The experimental artist Kal Spelletich has made work with, and about, technology for years. Along the way, he developed an interest in Buddhism.
These two strands have come together in Spelletich's new exhibition that involves, among other things, praying robots.
Praying robots? Oh, we’ll get to the praying robots. But to understand what Spelletich is up to, we have to back up a few decades. Since the late 1980s, he’s done a range of playful and provocative work, much of it performance-based. You may remember him from the the movie Slacker: He’s the guy wearing a backpack of TV sets, lamenting that a real-life stabbing he happened to witness was inferior to similar events he’d seen in movies and TV shows.
Back then he was part of a collective called Seemen, which used those TV backpacks in often-jarring performances at various art spaces. Later he moved to San Francisco, working at times with the infamous Survival Research Laboratories, and putting on shows that featured an amazing array of contraptions that spewed fire and otherwise projected violent menace. An invite to his most recent “Industrial Robotics and Performance” in San Francisco this summer included this prominent notice: “YOU VOLUNTARILY ASSUME THE RISK OF SERIOUS INJURY OR DEATH BY ATTENDING THIS PERFORMANCE!”
Given this fiery history, you might be surprised to learn that Spelletich’s latest work delves into the “spiritual.” Spelletich explained that this new thread wasn’t so much a break with the past as an evolution. He’s never been religious, but having outgrown knee-jerk cynicism, he’s developed a different response to spirituality that draws on his techno-artistic past.

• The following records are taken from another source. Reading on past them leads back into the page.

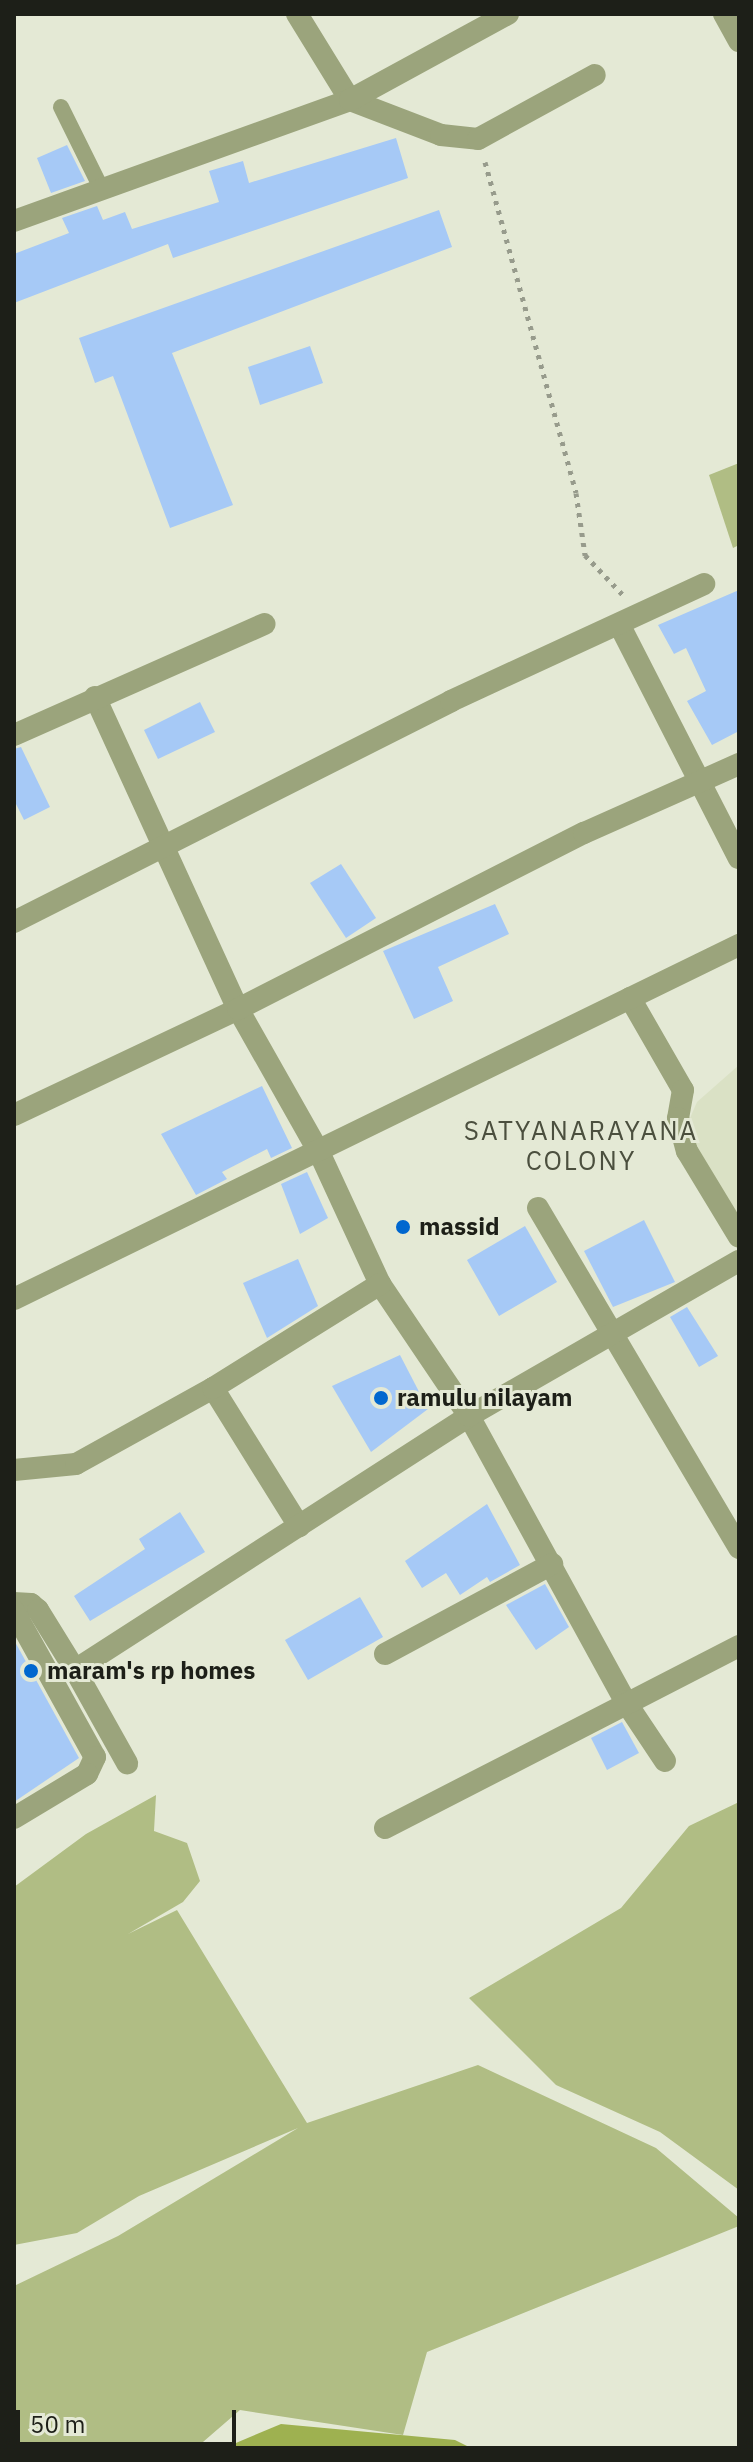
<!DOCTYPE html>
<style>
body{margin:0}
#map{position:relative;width:753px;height:2462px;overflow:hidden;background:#e4e9d5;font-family:"IBM Plex Sans",sans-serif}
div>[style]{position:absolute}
.built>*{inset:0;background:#dae1c5}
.green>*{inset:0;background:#b0bd84}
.water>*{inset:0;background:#9eb150}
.building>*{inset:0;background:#a6c9f6}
.path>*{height:5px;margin-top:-2.5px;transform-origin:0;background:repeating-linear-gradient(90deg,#979b8c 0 4px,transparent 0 10px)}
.service>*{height:16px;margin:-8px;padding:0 8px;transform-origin:8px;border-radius:8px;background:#9ba47c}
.minor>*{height:22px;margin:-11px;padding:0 11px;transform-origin:11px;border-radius:11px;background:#9ba47c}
.dots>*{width:22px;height:22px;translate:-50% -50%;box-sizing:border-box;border:4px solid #e4e9d5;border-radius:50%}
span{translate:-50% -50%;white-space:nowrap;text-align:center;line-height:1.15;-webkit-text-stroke:6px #e4e9d5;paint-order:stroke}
.poi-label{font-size:24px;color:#1d1f18;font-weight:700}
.left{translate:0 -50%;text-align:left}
.neighbourhood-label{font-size:26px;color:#4b4f3e;letter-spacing:2px}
.frame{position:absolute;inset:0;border:16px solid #1d1f18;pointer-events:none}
.scale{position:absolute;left:16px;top:2410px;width:220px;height:36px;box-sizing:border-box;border:4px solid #1d1f18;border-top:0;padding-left:10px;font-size:24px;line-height:28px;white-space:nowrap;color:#1d1f18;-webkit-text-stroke:6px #e4e9d5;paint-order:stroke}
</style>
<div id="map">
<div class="built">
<div style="clip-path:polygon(739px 1065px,739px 1223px,700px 1162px,687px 1125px,697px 1102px)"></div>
</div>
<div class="green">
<div style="clip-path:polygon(739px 463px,739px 545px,733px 548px,709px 475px)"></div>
<div style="clip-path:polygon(156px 1795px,154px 1831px,187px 1843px,200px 1881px,183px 1902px,128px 1934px,177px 1910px,307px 2123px,478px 2065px,656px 2148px,739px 2218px,739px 2226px,427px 2352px,403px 2435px,240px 2410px,196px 2448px,14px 2446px,14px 2286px,118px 2236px,298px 2128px,139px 2196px,77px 2233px,14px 2245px,14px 1887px,86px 1834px)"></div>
<div style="clip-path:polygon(739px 1802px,739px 2190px,660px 2132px,556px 2085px,469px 1998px,621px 1908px,689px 1826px)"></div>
</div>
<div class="water">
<div style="clip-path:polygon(281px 2424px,455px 2440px,471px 2448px,224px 2448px)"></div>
</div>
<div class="building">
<div style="clip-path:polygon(396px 138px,408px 178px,173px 258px,168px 244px,14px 303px,14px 254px,69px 233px,62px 218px,97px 206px,103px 220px,125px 212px,132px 229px,219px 202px,209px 171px,243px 161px,249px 183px)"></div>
<div style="clip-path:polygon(67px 145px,85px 181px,51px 193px,37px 158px)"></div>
<div style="clip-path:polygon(439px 210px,452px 247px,172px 353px,233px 505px,170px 528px,113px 376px,95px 383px,79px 338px)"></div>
<div style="clip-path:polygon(310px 346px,323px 383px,260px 405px,248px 367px)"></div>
<div style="clip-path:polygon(739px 590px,739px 731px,712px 745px,687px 701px,706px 691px,686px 648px,674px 654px,658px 625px)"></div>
<div style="clip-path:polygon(200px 702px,215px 732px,158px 759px,144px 730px)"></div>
<div style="clip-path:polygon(21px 747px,50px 807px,24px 820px,14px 800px,14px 749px)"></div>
<div style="clip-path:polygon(341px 864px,376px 918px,346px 938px,310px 883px)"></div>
<div style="clip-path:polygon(495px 904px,509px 934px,438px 967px,453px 1001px,414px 1019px,383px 951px)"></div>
<div style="clip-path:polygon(262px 1086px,292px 1148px,271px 1158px,267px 1149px,222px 1172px,227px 1179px,196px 1195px,161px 1134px)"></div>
<div style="clip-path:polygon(307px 1172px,328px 1218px,300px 1234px,281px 1184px)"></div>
<div style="clip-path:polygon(644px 1220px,675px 1282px,613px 1307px,584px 1251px)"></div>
<div style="clip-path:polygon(525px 1226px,557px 1282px,499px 1316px,467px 1260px)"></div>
<div style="clip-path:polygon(298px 1259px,318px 1306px,267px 1338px,243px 1283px)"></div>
<div style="clip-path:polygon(687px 1307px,718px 1356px,699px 1367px,670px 1317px)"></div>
<div style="clip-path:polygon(400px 1355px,428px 1409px,371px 1452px,332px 1386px)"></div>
<div style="clip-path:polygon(487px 1504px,520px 1565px,490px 1582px,487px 1577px,460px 1595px,446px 1573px,422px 1588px,405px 1561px)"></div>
<div style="clip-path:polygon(180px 1512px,205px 1552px,90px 1621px,74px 1596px,145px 1549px,139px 1539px)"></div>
<div style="clip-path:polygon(545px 1584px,569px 1627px,536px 1650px,506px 1605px)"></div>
<div style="clip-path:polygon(360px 1597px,383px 1637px,308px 1680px,285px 1640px)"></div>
<div style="clip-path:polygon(14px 1640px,79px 1758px,14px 1802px)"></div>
<div style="clip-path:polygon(622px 1722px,639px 1753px,607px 1770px,591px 1738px)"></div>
</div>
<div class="path">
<div style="left:485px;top:162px;width:343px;rotate:74.6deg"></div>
<div style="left:576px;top:493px;width:63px;rotate:81.7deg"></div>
<div style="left:585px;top:555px;width:57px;rotate:46.4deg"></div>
</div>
<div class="service">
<div style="left:61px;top:107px;width:93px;rotate:63.7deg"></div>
</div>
<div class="minor">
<div style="left:297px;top:14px;width:101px;rotate:58.4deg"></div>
<div style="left:350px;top:100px;width:97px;rotate:21deg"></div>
<div style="left:441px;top:135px;width:37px;rotate:6deg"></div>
<div style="left:478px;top:139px;width:133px;rotate:-28.7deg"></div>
<div style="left:724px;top:14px;width:31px;rotate:61deg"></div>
<div style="left:14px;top:221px;width:357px;rotate:-19.8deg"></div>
<div style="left:350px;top:100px;width:180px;rotate:-28.6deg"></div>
<div style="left:619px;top:624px;width:263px;rotate:62.9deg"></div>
<div style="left:95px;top:697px;width:343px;rotate:65.4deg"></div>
<div style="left:238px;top:1009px;width:164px;rotate:60.5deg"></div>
<div style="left:319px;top:1152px;width:145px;rotate:65.2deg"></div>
<div style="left:380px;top:1284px;width:159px;rotate:56deg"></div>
<div style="left:469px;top:1416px;width:325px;rotate:61.3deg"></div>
<div style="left:625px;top:1701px;width:72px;rotate:56.3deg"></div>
<div style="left:14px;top:735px;width:274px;rotate:-23.9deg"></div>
<div style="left:14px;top:922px;width:490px;rotate:-26.8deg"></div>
<div style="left:451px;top:701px;width:279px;rotate:-24.8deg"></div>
<div style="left:630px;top:998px;width:106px;rotate:60.1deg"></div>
<div style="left:683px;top:1090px;width:28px;rotate:100deg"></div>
<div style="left:678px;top:1118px;width:34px;rotate:75deg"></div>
<div style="left:687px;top:1151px;width:100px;rotate:58.8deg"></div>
<div style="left:14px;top:1115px;width:248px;rotate:-25.3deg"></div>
<div style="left:238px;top:1009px;width:388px;rotate:-27deg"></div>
<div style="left:584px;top:833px;width:170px;rotate:-24deg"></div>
<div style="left:538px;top:1208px;width:395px;rotate:59.4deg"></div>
<div style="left:14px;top:1299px;width:807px;rotate:-26.03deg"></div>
<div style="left:213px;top:1388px;width:163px;rotate:58.1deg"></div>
<div style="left:14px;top:1470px;width:62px;rotate:-5.5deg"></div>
<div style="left:76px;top:1464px;width:157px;rotate:-29deg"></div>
<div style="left:213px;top:1388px;width:197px;rotate:-31.9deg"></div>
<div style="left:14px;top:1603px;width:17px;rotate:3deg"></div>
<div style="left:31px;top:1604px;width:9px;rotate:41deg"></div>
<div style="left:38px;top:1610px;width:70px;rotate:58.3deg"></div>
<div style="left:75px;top:1670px;width:469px;rotate:-32.8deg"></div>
<div style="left:469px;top:1416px;width:311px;rotate:-29.9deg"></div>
<div style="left:14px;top:1611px;width:167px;rotate:61deg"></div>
<div style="left:95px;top:1757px;width:19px;rotate:115deg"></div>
<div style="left:87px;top:1774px;width:85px;rotate:148.9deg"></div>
<div style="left:385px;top:1654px;width:190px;rotate:-28.3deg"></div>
<div style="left:75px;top:1670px;width:107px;rotate:60.8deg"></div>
<div style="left:385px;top:1828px;width:398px;rotate:-27.2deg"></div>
</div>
<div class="dots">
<div style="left:403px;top:1227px;background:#0067cf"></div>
<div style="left:381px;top:1398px;background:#0067cf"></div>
<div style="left:31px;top:1671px;background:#0067cf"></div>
</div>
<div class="poi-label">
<span class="left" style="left:419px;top:1227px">massid</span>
<span class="left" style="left:397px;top:1398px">ramulu nilayam</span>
<span class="left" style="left:47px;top:1671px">maram's rp homes</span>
</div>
<div class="neighbourhood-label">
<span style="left:581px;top:1146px">SATYANARAYANA<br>COLONY</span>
</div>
<div class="frame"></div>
<div class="scale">50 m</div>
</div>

“If technology is running the planet and us, and everyone is glued to their personal devices and this thing called the Internet,” he asks, “can tech do deeper, metaphysical work? Can it do more that just transmit information?”
For instance: As part of a residency at Arts Benicia, north of San Francisco, Spelletich made short videos of about 50 people “thinking positive thoughts” about the future. These were shown in loops, on four monitors; at any given moment the viewer was exposed to four faces, “kind of beaming at you, kind of glowing.”
There’s a clear link between that project and a current piece that’s part of the show “Artifacts of a Life Lived by the Living (to Live ),” running September 29-January 5 at the Craft and Folk Art Museum in Los Angeles. This time, Spelletich has recorded brief clips of friends, family, and acquaintances … daydreaming. Playing with the age-old admonition get your head out of the clouds, he taped his subjects in Golden Gate Park and other outdoor settings on appropriately partly-cloudy days.
Ironically, if not surprisingly, one challenge was convincing them to block out time in their schedules to go to a park and daydream. “People kept saying, ‘Oh I don’t know Kal, I’m so busy!’” Spelletich says. “I said, ‘Yeah, it’s sort of about that.’” After all, the point of much contemporary technology seems to be to help us avoid daydreaming at all costs.
But the actual recording sessions turned out to be a pleasure, precisely because they broke the cult of busy. In the resulting installation, daydreamer clips lasting a minute or three are projected in five loops onto a ceiling, but there is also a sixth feed: a live cam with a cloudy-sky background that invites the visitor to stop, daydream, and become part of the show. The upshot pushes the quasi-Buddhist notion that daydreaming “is a very healthy thing” — a behavior that can help us solve problems, and amounts to a variation on meditation. “Just spacing out,” Spelletich muses. “Why can’t that be a practice, a healthy form of spiritual practice?”
This brings us to his current work in progress — the praying robots. These are anthropomorphic (although explicitly mechanical) objects outfitted with an array of sensors that aim to detect the viewer’s “aura.” Spelletich is a bit secretive about the details, but mentions hacked versions of sensors measuring temperature, light, pulse, humidity and so on, as well as revised and recombined versions of technologies such as lie detectors and EKG machines.
Based on what it picks up from the viewer, the machine will perform one of several “gestures” — kneeling, hand clasping, genuflecting. The physical execution, Spelletich says, will range from humorous to solemn. As a final detail, he has outfitted the robots in human clothing he has gathered from individuals who have influenced his life over the years.
“I am obsessed with how the robots are triggered, giving them some intelligence harvested from the audience,” Spelletich continues, and using that intelligence to cause what appears to be the antithesis of warmth and spirituality (a robot) to perform this sort of function. “There’s something great about combining these seemingly paradoxical things.”
The plan is to present the praying robots at Catharine Clark Gallery in San Francisco, in conjunction with the next installment of the art-and-tech-focused Zero1 Biennial. Clark, who first met with Spelletich this past summer, shies away from the word “spiritual,” but told me she is drawn to the “humanity” of the praying robots, the way they push material as well as conceptual boundaries, and the “confusing and compelling way” they address the human yearning to access the divine. Also: “They’re funny.”
The connection here to Spelletich’s more visceral performances is that they, too, use machines to jar the audience into the present, and transform passive viewing into a genuine experience. It only works if the audience responds. Can that happen when a robot is genuflecting, rather than spewing flames? Spelletich thinks so.
“Maybe I’m naïve,” he says. “I want to be naïve!”